Task requirements ->
Everything from the first line of the material below through the line containing "function label(font, color, halo, rows, align" must be retyped exactly, and nothing past it.

=====

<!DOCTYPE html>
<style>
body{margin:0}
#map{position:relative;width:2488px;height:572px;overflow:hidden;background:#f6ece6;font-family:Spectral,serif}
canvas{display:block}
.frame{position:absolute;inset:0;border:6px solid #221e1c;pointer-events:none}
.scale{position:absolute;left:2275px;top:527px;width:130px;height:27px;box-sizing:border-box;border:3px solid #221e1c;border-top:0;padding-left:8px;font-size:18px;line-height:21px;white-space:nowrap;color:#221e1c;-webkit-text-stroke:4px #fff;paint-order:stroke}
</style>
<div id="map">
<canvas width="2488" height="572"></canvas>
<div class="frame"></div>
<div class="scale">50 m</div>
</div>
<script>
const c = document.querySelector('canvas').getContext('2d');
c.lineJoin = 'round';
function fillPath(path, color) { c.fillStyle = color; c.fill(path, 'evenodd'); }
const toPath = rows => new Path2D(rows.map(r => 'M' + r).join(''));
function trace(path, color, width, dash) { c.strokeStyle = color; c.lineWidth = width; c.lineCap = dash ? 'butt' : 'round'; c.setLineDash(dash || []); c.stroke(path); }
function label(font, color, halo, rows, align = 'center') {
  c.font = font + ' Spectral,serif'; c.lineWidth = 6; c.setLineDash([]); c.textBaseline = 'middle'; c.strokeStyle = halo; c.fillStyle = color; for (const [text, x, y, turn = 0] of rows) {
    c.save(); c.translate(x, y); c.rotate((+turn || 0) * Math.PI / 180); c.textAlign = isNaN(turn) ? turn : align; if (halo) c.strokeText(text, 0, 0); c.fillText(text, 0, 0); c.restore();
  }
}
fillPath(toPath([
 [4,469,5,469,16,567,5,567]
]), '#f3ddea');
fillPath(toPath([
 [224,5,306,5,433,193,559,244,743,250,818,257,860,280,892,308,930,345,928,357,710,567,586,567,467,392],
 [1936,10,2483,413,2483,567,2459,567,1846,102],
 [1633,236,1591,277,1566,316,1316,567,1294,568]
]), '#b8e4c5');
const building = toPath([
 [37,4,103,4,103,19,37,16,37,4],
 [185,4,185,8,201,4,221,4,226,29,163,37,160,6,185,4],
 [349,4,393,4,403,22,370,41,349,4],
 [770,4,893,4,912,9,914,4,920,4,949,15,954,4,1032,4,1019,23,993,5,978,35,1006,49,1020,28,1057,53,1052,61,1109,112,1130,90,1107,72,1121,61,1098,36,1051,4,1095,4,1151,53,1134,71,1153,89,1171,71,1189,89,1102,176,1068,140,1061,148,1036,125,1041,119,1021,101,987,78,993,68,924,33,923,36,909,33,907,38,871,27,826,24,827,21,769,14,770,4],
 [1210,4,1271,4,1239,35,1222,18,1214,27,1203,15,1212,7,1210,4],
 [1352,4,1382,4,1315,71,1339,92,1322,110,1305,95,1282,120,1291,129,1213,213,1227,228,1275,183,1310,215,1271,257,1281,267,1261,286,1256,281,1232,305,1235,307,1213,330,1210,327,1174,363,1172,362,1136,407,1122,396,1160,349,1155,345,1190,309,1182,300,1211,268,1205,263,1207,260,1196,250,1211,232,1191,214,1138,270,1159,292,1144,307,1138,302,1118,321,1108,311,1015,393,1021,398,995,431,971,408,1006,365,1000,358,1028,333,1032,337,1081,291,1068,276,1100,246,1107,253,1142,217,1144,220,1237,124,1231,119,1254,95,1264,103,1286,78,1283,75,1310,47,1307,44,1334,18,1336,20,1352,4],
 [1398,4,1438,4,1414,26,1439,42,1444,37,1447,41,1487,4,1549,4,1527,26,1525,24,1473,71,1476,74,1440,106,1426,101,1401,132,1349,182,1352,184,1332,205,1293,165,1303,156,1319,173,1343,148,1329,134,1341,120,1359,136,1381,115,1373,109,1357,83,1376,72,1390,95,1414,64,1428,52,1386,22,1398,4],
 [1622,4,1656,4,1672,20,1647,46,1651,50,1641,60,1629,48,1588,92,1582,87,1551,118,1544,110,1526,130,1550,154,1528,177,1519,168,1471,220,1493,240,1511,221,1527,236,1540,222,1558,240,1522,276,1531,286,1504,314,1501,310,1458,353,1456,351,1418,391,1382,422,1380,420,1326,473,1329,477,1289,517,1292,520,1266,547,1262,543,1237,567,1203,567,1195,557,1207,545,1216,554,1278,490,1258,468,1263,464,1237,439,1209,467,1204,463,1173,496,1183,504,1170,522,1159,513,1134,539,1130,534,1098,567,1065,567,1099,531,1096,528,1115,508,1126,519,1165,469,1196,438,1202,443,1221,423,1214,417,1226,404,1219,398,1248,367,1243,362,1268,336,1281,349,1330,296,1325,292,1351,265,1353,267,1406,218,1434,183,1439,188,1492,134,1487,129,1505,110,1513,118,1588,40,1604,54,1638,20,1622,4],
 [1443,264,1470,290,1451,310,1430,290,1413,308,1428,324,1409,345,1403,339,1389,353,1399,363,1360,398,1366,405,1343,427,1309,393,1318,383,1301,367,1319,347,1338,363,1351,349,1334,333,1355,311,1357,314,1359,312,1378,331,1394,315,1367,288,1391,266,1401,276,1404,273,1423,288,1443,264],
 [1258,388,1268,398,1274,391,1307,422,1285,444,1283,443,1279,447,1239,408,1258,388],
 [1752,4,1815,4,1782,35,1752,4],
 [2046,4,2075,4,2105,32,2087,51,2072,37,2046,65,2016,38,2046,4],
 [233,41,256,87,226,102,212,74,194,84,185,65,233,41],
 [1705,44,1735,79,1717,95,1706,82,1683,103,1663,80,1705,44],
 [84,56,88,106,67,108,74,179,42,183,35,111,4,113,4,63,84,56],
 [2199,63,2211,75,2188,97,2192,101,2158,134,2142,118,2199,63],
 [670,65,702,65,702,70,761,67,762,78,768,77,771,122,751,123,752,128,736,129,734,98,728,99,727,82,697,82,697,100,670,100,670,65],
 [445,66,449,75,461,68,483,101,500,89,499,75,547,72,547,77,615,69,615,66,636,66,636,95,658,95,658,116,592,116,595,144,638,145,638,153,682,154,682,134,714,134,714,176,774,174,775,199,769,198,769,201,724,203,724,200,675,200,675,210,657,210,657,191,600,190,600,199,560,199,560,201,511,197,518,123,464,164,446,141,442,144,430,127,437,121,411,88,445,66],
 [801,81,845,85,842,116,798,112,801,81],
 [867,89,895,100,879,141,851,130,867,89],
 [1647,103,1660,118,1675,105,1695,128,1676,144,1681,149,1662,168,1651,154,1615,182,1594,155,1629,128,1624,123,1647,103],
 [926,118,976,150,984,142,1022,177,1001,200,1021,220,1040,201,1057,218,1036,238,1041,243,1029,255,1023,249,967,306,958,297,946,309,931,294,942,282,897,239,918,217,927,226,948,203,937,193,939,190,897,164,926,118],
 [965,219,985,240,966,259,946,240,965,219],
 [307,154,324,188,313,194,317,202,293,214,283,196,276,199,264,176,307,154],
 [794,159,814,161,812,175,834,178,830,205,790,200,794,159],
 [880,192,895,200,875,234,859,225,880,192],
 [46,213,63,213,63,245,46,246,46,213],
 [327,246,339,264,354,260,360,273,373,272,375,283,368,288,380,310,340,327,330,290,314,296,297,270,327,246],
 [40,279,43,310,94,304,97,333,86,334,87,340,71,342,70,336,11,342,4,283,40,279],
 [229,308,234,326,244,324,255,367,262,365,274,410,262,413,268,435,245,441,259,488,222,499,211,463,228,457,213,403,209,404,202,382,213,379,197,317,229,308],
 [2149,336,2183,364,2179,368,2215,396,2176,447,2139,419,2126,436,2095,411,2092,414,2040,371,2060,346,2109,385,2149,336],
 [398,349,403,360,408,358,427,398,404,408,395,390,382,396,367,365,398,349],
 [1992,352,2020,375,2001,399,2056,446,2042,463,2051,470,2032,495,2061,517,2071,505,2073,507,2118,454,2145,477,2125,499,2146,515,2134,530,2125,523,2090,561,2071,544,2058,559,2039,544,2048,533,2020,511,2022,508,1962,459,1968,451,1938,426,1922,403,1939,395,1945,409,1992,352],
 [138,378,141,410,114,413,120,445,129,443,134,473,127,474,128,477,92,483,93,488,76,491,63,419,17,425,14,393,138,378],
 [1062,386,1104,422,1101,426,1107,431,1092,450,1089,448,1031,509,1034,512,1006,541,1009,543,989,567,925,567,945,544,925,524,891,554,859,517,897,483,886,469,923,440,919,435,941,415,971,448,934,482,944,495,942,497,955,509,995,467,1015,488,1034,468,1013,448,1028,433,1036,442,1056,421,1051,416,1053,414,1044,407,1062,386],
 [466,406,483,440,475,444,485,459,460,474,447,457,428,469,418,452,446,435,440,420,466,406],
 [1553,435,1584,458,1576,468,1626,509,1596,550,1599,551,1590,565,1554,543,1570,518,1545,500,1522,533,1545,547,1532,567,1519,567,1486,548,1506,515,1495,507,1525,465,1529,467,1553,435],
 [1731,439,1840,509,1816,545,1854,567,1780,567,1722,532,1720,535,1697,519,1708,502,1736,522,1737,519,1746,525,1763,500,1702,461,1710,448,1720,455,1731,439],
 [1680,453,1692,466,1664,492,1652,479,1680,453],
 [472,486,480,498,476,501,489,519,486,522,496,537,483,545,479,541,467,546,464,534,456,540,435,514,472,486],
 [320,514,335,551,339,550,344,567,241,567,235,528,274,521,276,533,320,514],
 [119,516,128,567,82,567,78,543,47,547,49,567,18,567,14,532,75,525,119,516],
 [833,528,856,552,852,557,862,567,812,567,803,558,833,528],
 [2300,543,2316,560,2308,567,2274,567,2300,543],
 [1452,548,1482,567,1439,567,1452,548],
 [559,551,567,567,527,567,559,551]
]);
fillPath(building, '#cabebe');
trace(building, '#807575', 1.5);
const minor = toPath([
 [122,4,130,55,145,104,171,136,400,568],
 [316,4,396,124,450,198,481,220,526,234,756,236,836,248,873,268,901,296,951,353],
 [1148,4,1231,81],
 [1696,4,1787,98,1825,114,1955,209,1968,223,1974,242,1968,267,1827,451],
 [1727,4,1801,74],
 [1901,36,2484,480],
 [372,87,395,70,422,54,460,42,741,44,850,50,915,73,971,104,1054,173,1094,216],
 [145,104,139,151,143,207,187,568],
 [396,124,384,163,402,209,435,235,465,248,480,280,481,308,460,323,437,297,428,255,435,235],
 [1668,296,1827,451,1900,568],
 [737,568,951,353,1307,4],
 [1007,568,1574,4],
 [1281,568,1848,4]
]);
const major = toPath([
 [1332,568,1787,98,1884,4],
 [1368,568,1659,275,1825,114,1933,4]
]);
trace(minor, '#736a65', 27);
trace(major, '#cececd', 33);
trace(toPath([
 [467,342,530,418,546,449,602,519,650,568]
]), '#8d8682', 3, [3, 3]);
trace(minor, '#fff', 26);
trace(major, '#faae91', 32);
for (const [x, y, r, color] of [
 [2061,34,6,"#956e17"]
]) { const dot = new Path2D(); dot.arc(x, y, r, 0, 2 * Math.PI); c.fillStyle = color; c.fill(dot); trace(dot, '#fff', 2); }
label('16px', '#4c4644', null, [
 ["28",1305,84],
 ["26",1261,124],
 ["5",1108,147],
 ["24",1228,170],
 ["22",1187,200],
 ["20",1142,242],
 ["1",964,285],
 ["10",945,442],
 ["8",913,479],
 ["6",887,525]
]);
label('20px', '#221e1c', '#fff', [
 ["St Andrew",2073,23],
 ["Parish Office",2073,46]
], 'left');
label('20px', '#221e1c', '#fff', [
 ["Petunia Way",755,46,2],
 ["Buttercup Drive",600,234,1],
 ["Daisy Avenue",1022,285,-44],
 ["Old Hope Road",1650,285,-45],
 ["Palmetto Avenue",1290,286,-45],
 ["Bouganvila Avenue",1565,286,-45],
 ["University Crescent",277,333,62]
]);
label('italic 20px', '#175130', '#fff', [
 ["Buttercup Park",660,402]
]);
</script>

=====

Written solution ->
<!DOCTYPE html>
<style>
body{margin:0}
#map{position:relative;width:2488px;height:572px;overflow:hidden;background:#f6ece6;font-family:Spectral,serif}
canvas{display:block}
.frame{position:absolute;inset:0;border:6px solid #221e1c;pointer-events:none}
.scale{position:absolute;left:2275px;top:527px;width:130px;height:27px;box-sizing:border-box;border:3px solid #221e1c;border-top:0;padding-left:8px;font-size:18px;line-height:21px;white-space:nowrap;color:#221e1c;-webkit-text-stroke:4px #fff;paint-order:stroke}
</style>
<div id="map">
<canvas width="2488" height="572"></canvas>
<div class="frame"></div>
<div class="scale">50 m</div>
</div>
<script>
const c = document.querySelector('canvas').getContext('2d');
c.lineJoin = 'round';
function fillPath(path, color) { c.fillStyle = color; c.fill(path, 'evenodd'); }
const toPath = rows => new Path2D(rows.map(r => 'M' + r).join(''));
function trace(path, color, width, dash) { c.strokeStyle = color; c.lineWidth = width; c.lineCap = dash ? 'butt' : 'round'; c.setLineDash(dash || []); c.stroke(path); }
function label(font, color, halo, rows, align = 'center') {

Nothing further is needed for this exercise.